Dataset content
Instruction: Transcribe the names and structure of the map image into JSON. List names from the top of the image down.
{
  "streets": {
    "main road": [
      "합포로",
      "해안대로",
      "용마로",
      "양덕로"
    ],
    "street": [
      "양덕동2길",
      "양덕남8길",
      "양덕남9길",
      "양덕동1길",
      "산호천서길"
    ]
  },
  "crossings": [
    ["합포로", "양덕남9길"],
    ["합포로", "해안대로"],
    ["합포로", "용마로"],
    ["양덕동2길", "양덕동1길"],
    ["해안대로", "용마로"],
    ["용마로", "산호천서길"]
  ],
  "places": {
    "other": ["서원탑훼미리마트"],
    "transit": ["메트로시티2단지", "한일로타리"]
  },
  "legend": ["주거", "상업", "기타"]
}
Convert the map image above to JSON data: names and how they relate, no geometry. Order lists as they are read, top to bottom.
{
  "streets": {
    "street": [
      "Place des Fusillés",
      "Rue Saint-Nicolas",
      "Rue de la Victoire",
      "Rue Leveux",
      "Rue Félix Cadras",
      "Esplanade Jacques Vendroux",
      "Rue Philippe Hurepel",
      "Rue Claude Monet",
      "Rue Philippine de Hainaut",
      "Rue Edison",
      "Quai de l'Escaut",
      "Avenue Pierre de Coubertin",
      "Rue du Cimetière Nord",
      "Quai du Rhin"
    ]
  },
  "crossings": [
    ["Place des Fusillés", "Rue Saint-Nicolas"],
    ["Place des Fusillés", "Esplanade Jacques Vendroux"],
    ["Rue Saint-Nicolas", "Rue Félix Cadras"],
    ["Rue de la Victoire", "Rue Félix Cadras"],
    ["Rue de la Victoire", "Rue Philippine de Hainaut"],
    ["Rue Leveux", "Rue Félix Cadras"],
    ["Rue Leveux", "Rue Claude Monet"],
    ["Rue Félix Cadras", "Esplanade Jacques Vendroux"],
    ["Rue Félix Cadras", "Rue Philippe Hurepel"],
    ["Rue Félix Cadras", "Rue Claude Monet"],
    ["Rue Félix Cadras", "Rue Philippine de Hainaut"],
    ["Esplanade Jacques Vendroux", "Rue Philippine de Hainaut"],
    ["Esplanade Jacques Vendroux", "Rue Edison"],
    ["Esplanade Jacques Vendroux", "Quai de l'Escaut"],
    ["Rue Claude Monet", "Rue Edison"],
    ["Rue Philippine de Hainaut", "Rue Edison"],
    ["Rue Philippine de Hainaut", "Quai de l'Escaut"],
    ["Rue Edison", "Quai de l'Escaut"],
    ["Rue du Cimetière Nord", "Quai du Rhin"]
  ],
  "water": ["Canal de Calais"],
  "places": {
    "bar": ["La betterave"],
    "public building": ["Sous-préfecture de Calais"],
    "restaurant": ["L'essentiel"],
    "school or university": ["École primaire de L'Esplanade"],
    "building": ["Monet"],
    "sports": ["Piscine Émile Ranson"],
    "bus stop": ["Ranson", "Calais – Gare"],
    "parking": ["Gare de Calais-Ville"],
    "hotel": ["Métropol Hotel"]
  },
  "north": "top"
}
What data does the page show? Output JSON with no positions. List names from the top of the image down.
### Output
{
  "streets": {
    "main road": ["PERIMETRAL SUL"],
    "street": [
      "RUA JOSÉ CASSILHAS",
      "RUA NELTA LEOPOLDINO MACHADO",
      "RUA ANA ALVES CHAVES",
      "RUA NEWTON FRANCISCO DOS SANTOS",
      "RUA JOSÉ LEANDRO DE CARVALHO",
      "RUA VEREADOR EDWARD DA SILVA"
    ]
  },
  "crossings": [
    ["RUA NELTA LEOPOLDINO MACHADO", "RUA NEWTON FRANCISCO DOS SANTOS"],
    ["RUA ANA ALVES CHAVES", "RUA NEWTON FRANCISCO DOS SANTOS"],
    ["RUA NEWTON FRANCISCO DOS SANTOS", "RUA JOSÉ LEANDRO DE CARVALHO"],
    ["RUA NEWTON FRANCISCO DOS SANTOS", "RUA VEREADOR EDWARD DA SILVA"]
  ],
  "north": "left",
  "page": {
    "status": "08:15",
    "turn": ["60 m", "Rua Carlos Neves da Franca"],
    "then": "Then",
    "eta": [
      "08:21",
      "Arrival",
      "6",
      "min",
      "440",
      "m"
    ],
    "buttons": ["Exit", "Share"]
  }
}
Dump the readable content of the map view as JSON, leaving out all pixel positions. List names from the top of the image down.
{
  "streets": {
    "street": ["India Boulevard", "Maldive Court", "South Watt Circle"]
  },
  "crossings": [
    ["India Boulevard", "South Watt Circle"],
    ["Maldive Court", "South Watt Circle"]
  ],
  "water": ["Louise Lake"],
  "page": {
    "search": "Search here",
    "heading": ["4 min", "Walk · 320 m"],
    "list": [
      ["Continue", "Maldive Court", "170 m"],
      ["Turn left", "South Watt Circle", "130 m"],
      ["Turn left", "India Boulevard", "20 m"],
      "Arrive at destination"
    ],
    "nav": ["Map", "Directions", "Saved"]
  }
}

Work required
With nothing left out, print the data above exactly.

Solution below
Instruction: Transcribe the names and structure of the map image into JSON. List names from the top of the image down.
{
  "streets": {
    "main road": [
      "합포로",
      "해안대로",
      "용마로",
      "양덕로"
    ],
    "street": [
      "양덕동2길",
      "양덕남8길",
      "양덕남9길",
      "양덕동1길",
      "산호천서길"
    ]
  },
  "crossings": [
    ["합포로", "양덕남9길"],
    ["합포로", "해안대로"],
    ["합포로", "용마로"],
    ["양덕동2길", "양덕동1길"],
    ["해안대로", "용마로"],
    ["용마로", "산호천서길"]
  ],
  "places": {
    "other": ["서원탑훼미리마트"],
    "transit": ["메트로시티2단지", "한일로타리"]
  },
  "legend": ["주거", "상업", "기타"]
}
Convert the map image above to JSON data: names and how they relate, no geometry. Order lists as they are read, top to bottom.
{
  "streets": {
    "street": [
      "Place des Fusillés",
      "Rue Saint-Nicolas",
      "Rue de la Victoire",
      "Rue Leveux",
      "Rue Félix Cadras",
      "Esplanade Jacques Vendroux",
      "Rue Philippe Hurepel",
      "Rue Claude Monet",
      "Rue Philippine de Hainaut",
      "Rue Edison",
      "Quai de l'Escaut",
      "Avenue Pierre de Coubertin",
      "Rue du Cimetière Nord",
      "Quai du Rhin"
    ]
  },
  "crossings": [
    ["Place des Fusillés", "Rue Saint-Nicolas"],
    ["Place des Fusillés", "Esplanade Jacques Vendroux"],
    ["Rue Saint-Nicolas", "Rue Félix Cadras"],
    ["Rue de la Victoire", "Rue Félix Cadras"],
    ["Rue de la Victoire", "Rue Philippine de Hainaut"],
    ["Rue Leveux", "Rue Félix Cadras"],
    ["Rue Leveux", "Rue Claude Monet"],
    ["Rue Félix Cadras", "Esplanade Jacques Vendroux"],
    ["Rue Félix Cadras", "Rue Philippe Hurepel"],
    ["Rue Félix Cadras", "Rue Claude Monet"],
    ["Rue Félix Cadras", "Rue Philippine de Hainaut"],
    ["Esplanade Jacques Vendroux", "Rue Philippine de Hainaut"],
    ["Esplanade Jacques Vendroux", "Rue Edison"],
    ["Esplanade Jacques Vendroux", "Quai de l'Escaut"],
    ["Rue Claude Monet", "Rue Edison"],
    ["Rue Philippine de Hainaut", "Rue Edison"],
    ["Rue Philippine de Hainaut", "Quai de l'Escaut"],
    ["Rue Edison", "Quai de l'Escaut"],
    ["Rue du Cimetière Nord", "Quai du Rhin"]
  ],
  "water": ["Canal de Calais"],
  "places": {
    "bar": ["La betterave"],
    "public building": ["Sous-préfecture de Calais"],
    "restaurant": ["L'essentiel"],
    "school or university": ["École primaire de L'Esplanade"],
    "building": ["Monet"],
    "sports": ["Piscine Émile Ranson"],
    "bus stop": ["Ranson", "Calais – Gare"],
    "parking": ["Gare de Calais-Ville"],
    "hotel": ["Métropol Hotel"]
  },
  "north": "top"
}
What data does the page show? Output JSON with no positions. List names from the top of the image down.
### Output
{
  "streets": {
    "main road": ["PERIMETRAL SUL"],
    "street": [
      "RUA JOSÉ CASSILHAS",
      "RUA NELTA LEOPOLDINO MACHADO",
      "RUA ANA ALVES CHAVES",
      "RUA NEWTON FRANCISCO DOS SANTOS",
      "RUA JOSÉ LEANDRO DE CARVALHO",
      "RUA VEREADOR EDWARD DA SILVA"
    ]
  },
  "crossings": [
    ["RUA NELTA LEOPOLDINO MACHADO", "RUA NEWTON FRANCISCO DOS SANTOS"],
    ["RUA ANA ALVES CHAVES", "RUA NEWTON FRANCISCO DOS SANTOS"],
    ["RUA NEWTON FRANCISCO DOS SANTOS", "RUA JOSÉ LEANDRO DE CARVALHO"],
    ["RUA NEWTON FRANCISCO DOS SANTOS", "RUA VEREADOR EDWARD DA SILVA"]
  ],
  "north": "left",
  "page": {
    "status": "08:15",
    "turn": ["60 m", "Rua Carlos Neves da Franca"],
    "then": "Then",
    "eta": [
      "08:21",
      "Arrival",
      "6",
      "min",
      "440",
      "m"
    ],
    "buttons": ["Exit", "Share"]
  }
}
Dump the readable content of the map view as JSON, leaving out all pixel positions. List names from the top of the image down.
{
  "streets": {
    "street": ["India Boulevard", "Maldive Court", "South Watt Circle"]
  },
  "crossings": [
    ["India Boulevard", "South Watt Circle"],
    ["Maldive Court", "South Watt Circle"]
  ],
  "water": ["Louise Lake"],
  "page": {
    "search": "Search here",
    "heading": ["4 min", "Walk · 320 m"],
    "list": [
      ["Continue", "Maldive Court", "170 m"],
      ["Turn left", "South Watt Circle", "130 m"],
      ["Turn left", "India Boulevard", "20 m"],
      "Arrive at destination"
    ],
    "nav": ["Map", "Directions", "Saved"]
  }
}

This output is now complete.